The [Extreme Event Analysis](extreme-event-analysis.qmd) chapter uses "drought" to mean **water levels below 25th percentile** (a hydrological measure).
**These are different phenomena:**
- A 14-day dry spell (no rain) might NOT cause a drought if the aquifer has long memory
- A drought (low water levels) might persist even after dry spell ends due to slow recovery
**The lag between them reveals aquifer resilience:**
- Short lag (days): Shallow, unconfined - vulnerable to short dry spells
- Long lag (months): Deep, confined - can buffer extended dry periods
:::
::: {.callout-note icon=false}
## Understanding Dry Spell Analysis
**What Is It?**
A **dry spell** is a consecutive sequence of days with minimal precipitation (typically <1mm/day). Dry spell analysis quantifies how often these rainless periods occur, how long they last, and how severe they become. This statistical approach to drought assessment was developed in agricultural climatology in the 1960s-1970s.
**Why Does It Matter?**
Dry spells directly impact groundwater because:
- **Recharge cessation**: No rain = no infiltration = declining water tables
- **Drought propagation**: Extended dry spells (>30 days) propagate from meteorological → agricultural → hydrological drought
- **Recovery time**: Aquifer memory means recovery takes longer than the dry spell itself
- **Risk assessment**: Knowing typical dry spell durations informs drought preparedness and water restrictions
**How Does It Work?**
The analysis:
1. **Define threshold**: Days with <1mm precipitation count as "dry"
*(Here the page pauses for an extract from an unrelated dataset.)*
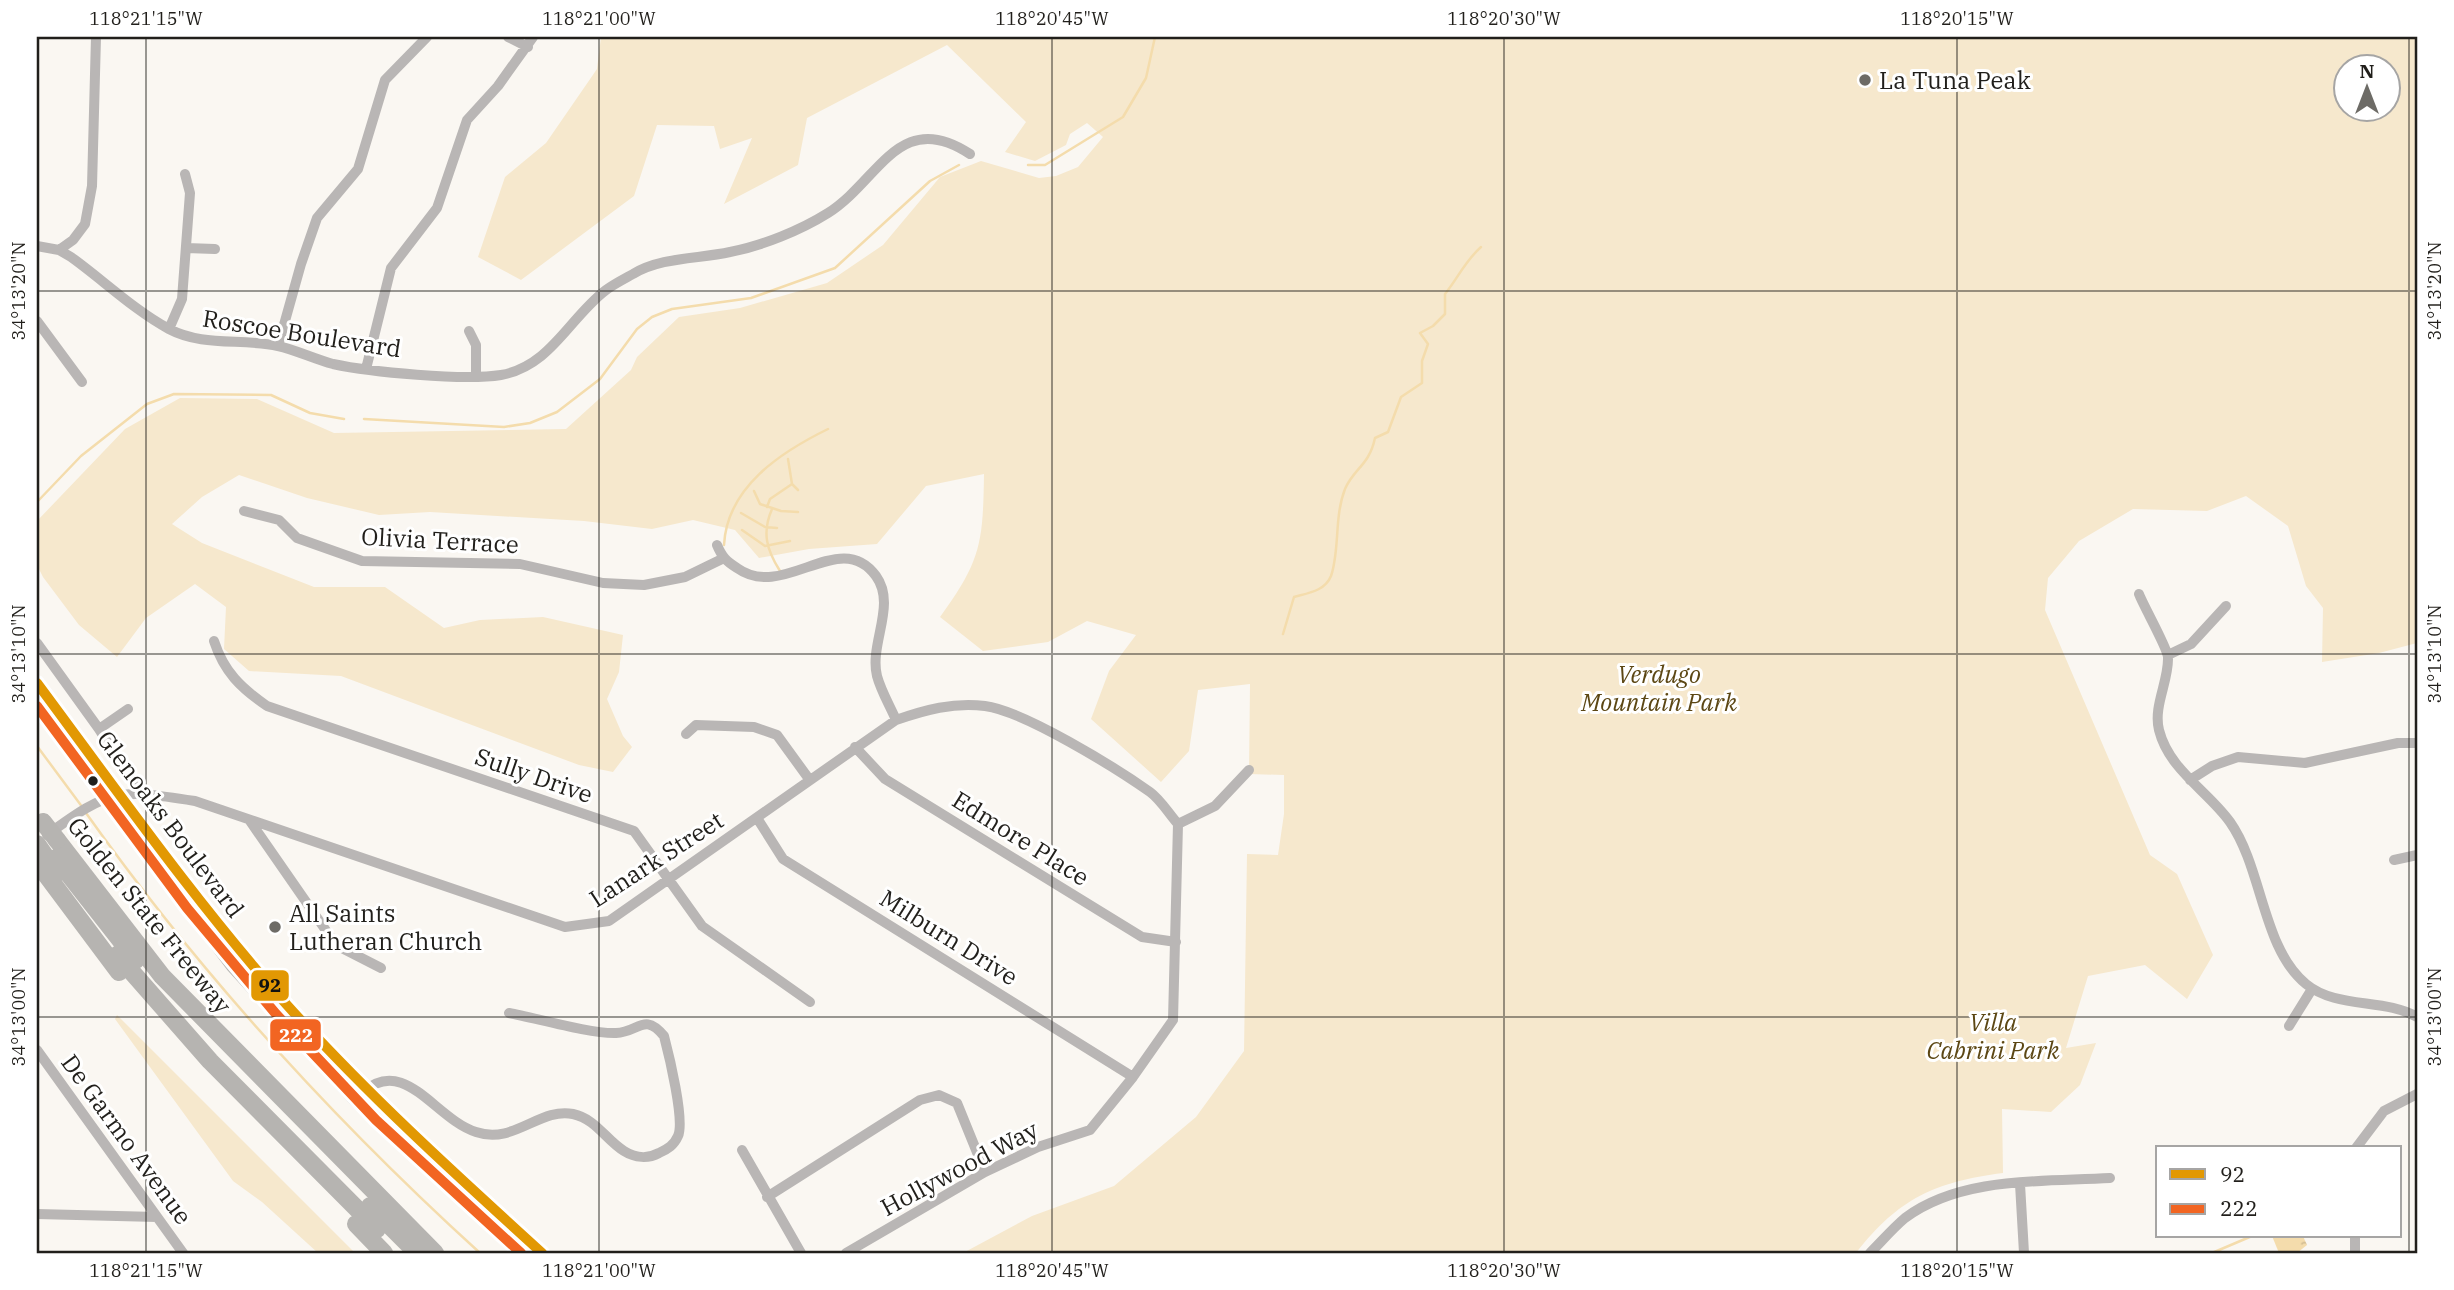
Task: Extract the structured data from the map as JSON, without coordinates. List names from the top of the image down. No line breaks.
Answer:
{"streets":{"highway":["Golden State Freeway"],"main road":["Glenoaks Boulevard"],"street":["Roscoe Boulevard","Olivia Terrace","Sully Drive","Edmore Place","Lanark Street","Milburn Drive","De Garmo Avenue","Hollywood Way"]},"crossings":[["Sully Drive","Lanark Street"],["Glenoaks Boulevard","Lanark Street"],["Edmore Place","Lanark Street"],["Edmore Place","Hollywood Way"],["Lanark Street","Golden State Freeway"],["Lanark Street","Milburn Drive"],["Lanark Street","Hollywood Way"],["Milburn Drive","Hollywood Way"]],"parks":["Verdugo Mountain Park","Villa Cabrini Park"],"places":["La Tuna Peak","All Saints Lutheran Church"],"lines":["transit line 92","transit line 222"],"legend":["92","222"],"north":"top","coordinates":["118°21'15\"W","118°21'00\"W","118°20'45\"W","118°20'30\"W","118°20'15\"W","34°13'20\"N","34°13'10\"N","34°13'00\"N"]}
2. **Identify runs**: Group consecutive dry days into events
3. **Calculate statistics**: Duration, frequency, severity for each event
4. **Distribution analysis**: Fit probability models to predict rare extremes (e.g., 90th percentile dry spell length)
**What Will You See?**
Two panels:
1. **Histogram**: Distribution of dry spell durations (most are short, few are very long)
2. **ECDF (Cumulative Distribution)**: Shows probability of exceeding any duration
- 50th percentile = typical dry spell
- 90th percentile = unusually long dry spell
- 99th percentile = extreme dry spell (near-drought)
**How to Interpret:**
| Dry Spell Duration | Frequency | Impact on Aquifer | Management Response |
|-------------------|-----------|-------------------|---------------------|
| **<7 days** | Very common (70-80% of events) | Minimal - aquifer storage buffers | Normal operations |
| **7-14 days** | Common (15-20%) | Slight decline in shallow wells | Monitor soil moisture |
| **14-30 days** | Uncommon (5-10%) | Noticeable water table decline | Voluntary conservation |
| **30-60 days** | Rare (1-3%) | Significant stress, baseflow drops | Mandatory restrictions |
| **>60 days** | Very rare (<1%) | **Drought conditions** - well failures possible | Emergency response |
**Key Metrics:**
- **Mean duration**: Typical dry spell length (usually 3-5 days for temperate climates)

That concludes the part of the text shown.